Mata Hari's Last Dance

We strolled arm in arm around the museum. I wondered what his house in Java looked like; I imagined bamboo floors and fans turning slowly on hot afternoons. With each step we took I left The Netherlands behind. When he asked for my hand, I’d known him for six days. We were married on July 11, 1895, in city hall. My wedding dress was yellow tulle. I bought it in the most elegant shop in Amsterdam. “In yellow, mademoiselle?” the French dressmaker questioned. “You can’t possibly desire yellow. Cream, perhaps?”

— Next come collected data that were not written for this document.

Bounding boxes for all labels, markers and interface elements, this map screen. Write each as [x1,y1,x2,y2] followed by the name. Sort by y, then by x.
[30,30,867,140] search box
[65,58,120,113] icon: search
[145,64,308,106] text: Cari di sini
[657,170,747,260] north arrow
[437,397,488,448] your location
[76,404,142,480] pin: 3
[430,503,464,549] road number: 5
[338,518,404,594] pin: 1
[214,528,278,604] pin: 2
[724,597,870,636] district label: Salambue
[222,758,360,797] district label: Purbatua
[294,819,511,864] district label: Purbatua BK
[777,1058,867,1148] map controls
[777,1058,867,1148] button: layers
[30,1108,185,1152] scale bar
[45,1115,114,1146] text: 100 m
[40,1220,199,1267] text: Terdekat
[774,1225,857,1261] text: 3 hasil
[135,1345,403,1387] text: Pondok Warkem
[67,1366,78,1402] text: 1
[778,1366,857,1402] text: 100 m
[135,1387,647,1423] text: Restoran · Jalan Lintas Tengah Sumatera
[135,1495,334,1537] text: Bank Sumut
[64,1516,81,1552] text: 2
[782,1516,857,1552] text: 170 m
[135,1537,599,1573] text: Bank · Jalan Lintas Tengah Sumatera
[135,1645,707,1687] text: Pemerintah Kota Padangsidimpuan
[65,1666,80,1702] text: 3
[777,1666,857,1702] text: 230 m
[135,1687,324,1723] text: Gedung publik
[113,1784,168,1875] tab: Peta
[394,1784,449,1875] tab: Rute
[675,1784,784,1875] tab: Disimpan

“Yellow,” I insisted. Like saffron. And curry. And tropical suns.

*

Before I could leave Amsterdam behind, I climbed the seven steps to 148 Lange Leidschedwarsstraat and knocked. A blonde woman answered the door and I was surprised by how young she was, a thirty-year-old version of my mother, but not as pretty.

“Is Adam Zelle here?” I could smell hutsput cooking. My mother made hutsput.

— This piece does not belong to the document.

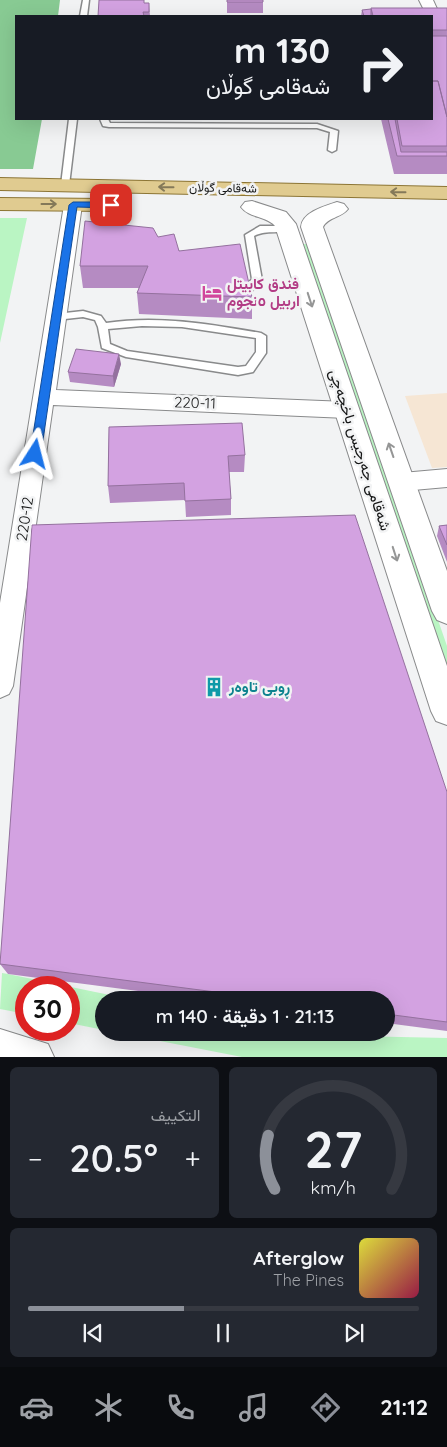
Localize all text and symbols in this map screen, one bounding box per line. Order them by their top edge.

“May I ask who’s calling?”

“Tell him his daughter has arrived.”

Her hand moved to her chest. “Daughter?”

I wondered if he hadn’t told her, or if she simply believed I’d never intrude on his new life. I saw him in the kitchen and my chest constricted; he turned and I would have forgiven him anything at that moment. But then a terrible thought occurred to me. What if he wouldn’t let me in the door? What if he denied knowing me, his black orchid? “Look at her. Could a girl that dark belong to me? No, my children are lilies, pale as snow.”

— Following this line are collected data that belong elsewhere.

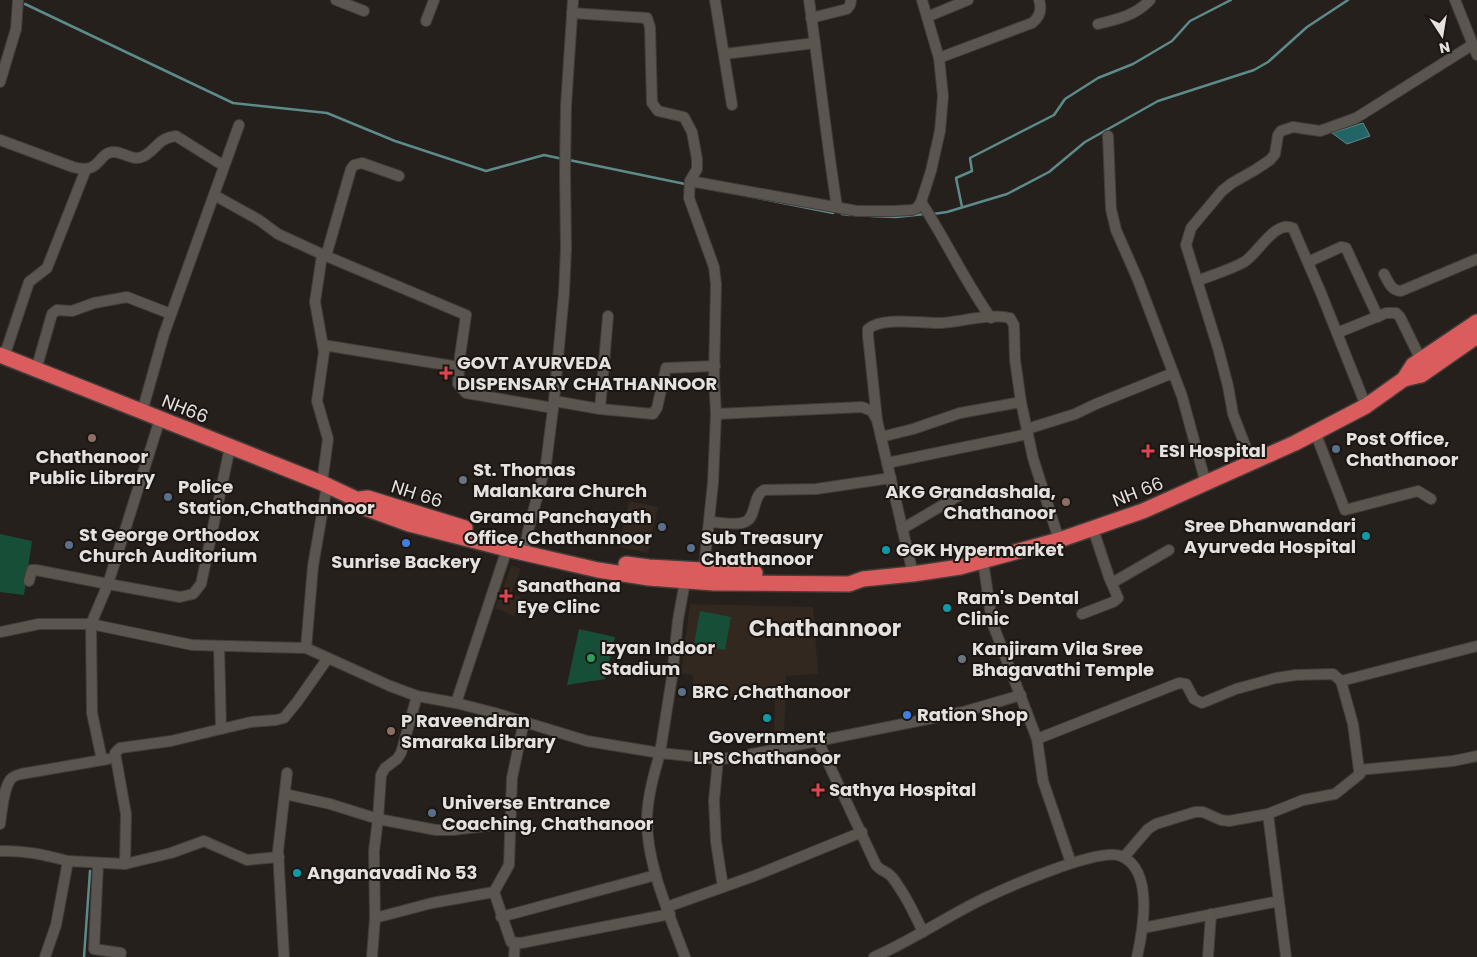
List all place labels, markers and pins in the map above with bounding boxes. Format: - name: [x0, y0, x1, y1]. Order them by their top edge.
- place label: GOVT AYURVEDA DISPENSARY CHATHANNOOR: [457, 350, 718, 396]
- marker: GOVT AYURVEDA DISPENSARY CHATHANNOOR: [439, 366, 453, 380]
- place label: Post Office, Chathanoor: [1346, 426, 1459, 472]
- marker: Chathanoor Public Library: [86, 432, 98, 444]
- place label: ESI Hospital: [1159, 438, 1266, 463]
- marker: Post Office, Chathanoor: [1330, 443, 1342, 455]
- place label: Chathanoor Public Library: [29, 444, 156, 490]
- marker: ESI Hospital: [1141, 444, 1155, 458]
- place label: St. Thomas Malankara Church: [473, 457, 647, 503]
- place label: Police Station,Chathannoor: [178, 474, 375, 520]
- marker: St. Thomas Malankara Church: [457, 474, 469, 486]
- place label: AKG Grandashala, Chathanoor: [885, 479, 1056, 525]
- marker: Police Station,Chathannoor: [162, 491, 174, 503]
- marker: AKG Grandashala, Chathanoor: [1060, 496, 1072, 508]
- place label: Grama Panchayath Office, Chathannoor: [464, 504, 652, 550]
- place label: Sree Dhanwandari Ayurveda Hospital: [1184, 513, 1356, 559]
- marker: Grama Panchayath Office, Chathannoor: [656, 521, 668, 533]
- place label: St George Orthodox Church Auditorium: [79, 522, 260, 568]
- place label: Sub Treasury Chathanoor: [701, 525, 824, 571]
- marker: Sree Dhanwandari Ayurveda Hospital: [1360, 530, 1372, 542]
- marker: Sunrise Backery: [400, 537, 412, 549]
- place label: GGK Hypermarket: [896, 537, 1064, 562]
- marker: St George Orthodox Church Auditorium: [63, 539, 75, 551]
- marker: Sub Treasury Chathanoor: [685, 542, 697, 554]
- marker: GGK Hypermarket: [880, 544, 892, 556]
- place label: Sunrise Backery: [331, 549, 481, 574]
- place label: Sanathana Eye Clinc: [517, 573, 621, 619]
- place label: Ram's Dental Clinic: [957, 585, 1079, 631]
- marker: Sanathana Eye Clinc: [499, 589, 513, 603]
- marker: Ram's Dental Clinic: [941, 602, 953, 614]
- place label: Izyan Indoor Stadium: [601, 635, 715, 681]
- place label: Kanjiram Vila Sree Bhagavathi Temple: [972, 636, 1154, 682]
- marker: Izyan Indoor Stadium: [585, 652, 597, 664]
- marker: Kanjiram Vila Sree Bhagavathi Temple: [956, 653, 968, 665]
- place label: BRC ,Chathanoor: [692, 679, 851, 704]
- marker: BRC ,Chathanoor: [676, 686, 688, 698]
- place label: Ration Shop: [917, 702, 1028, 727]
- place label: P Raveendran Smaraka Library: [401, 708, 556, 754]
- marker: Ration Shop: [901, 709, 913, 721]
- marker: Government LPS Chathanoor: [761, 712, 773, 724]
- place label: Government LPS Chathanoor: [693, 724, 841, 770]
- marker: P Raveendran Smaraka Library: [385, 725, 397, 737]
- place label: Sathya Hospital: [829, 777, 976, 802]
- marker: Sathya Hospital: [811, 783, 825, 797]
- place label: Universe Entrance Coaching, Chathanoor: [442, 790, 654, 836]
- marker: Universe Entrance Coaching, Chathanoor: [426, 807, 438, 819]
- place label: Anganavadi No 53: [307, 860, 477, 885]
- marker: Anganavadi No 53: [291, 867, 303, 879]

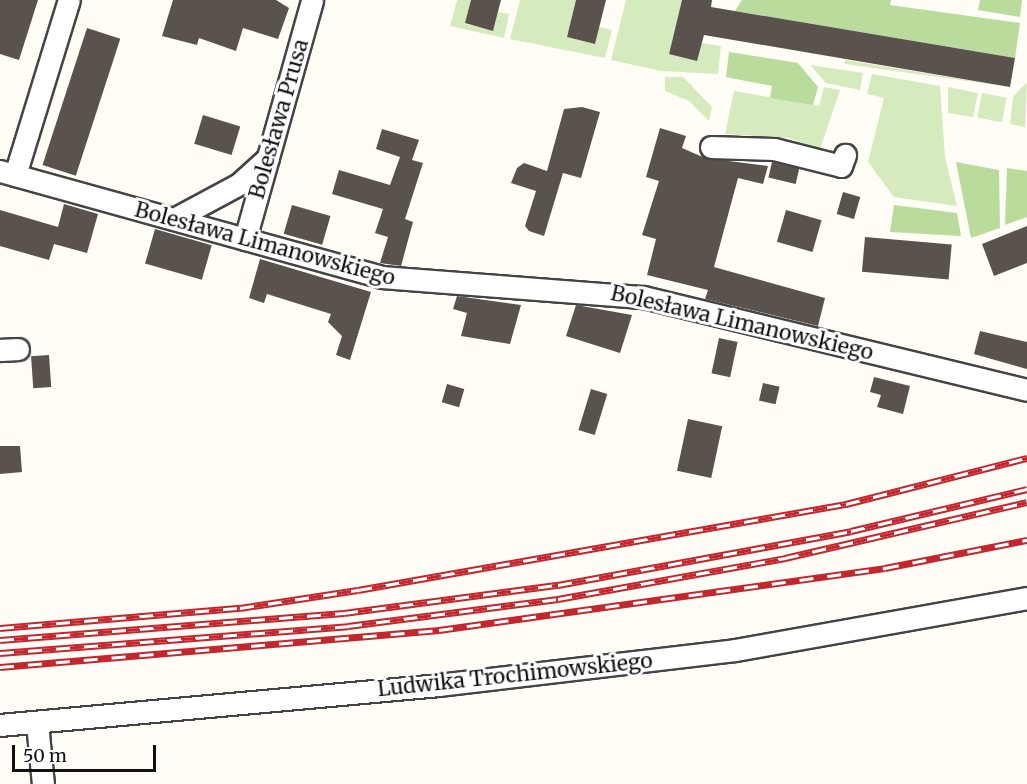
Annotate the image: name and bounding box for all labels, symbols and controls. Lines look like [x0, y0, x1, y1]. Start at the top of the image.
street label: Bolesława Prusa [244, 36, 314, 202]
street label: Bolesława Limanowskiego [132, 197, 398, 291]
street label: Bolesława Limanowskiego [608, 280, 876, 366]
street label: Ludwika Trochimowskiego [376, 648, 654, 702]
scale bar [15, 733, 159, 771]
text: 50 m [23, 744, 67, 767]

“Margaretha, you’ve come back!” He rushed over to embrace me but I backed away. I glanced at his wife as I said, “You were the one who left me. You left us all.”

“No.” He shook his head. “No, come into the parlor.”

I let myself be led into the parlor. I watched him. He was happy. No tears, no regret. He sat in a straight-backed chair, still the baron of Leeuwarden, now with a wife named Catherine. He sat forward in his chair. What had he been telling people all these years? That his children had abandoned him? That our mother had run off?

His wife sat next to him, pulling her chair close to his.

“I’m getting married,” I said, my voice flat. I couldn’t accept that he was married to another woman, letting her cook for him, sleep with him. Had she given him children?

I held my purse tighter, watching my knuckles turn white on the clasp. “Will you give me permission to marry?”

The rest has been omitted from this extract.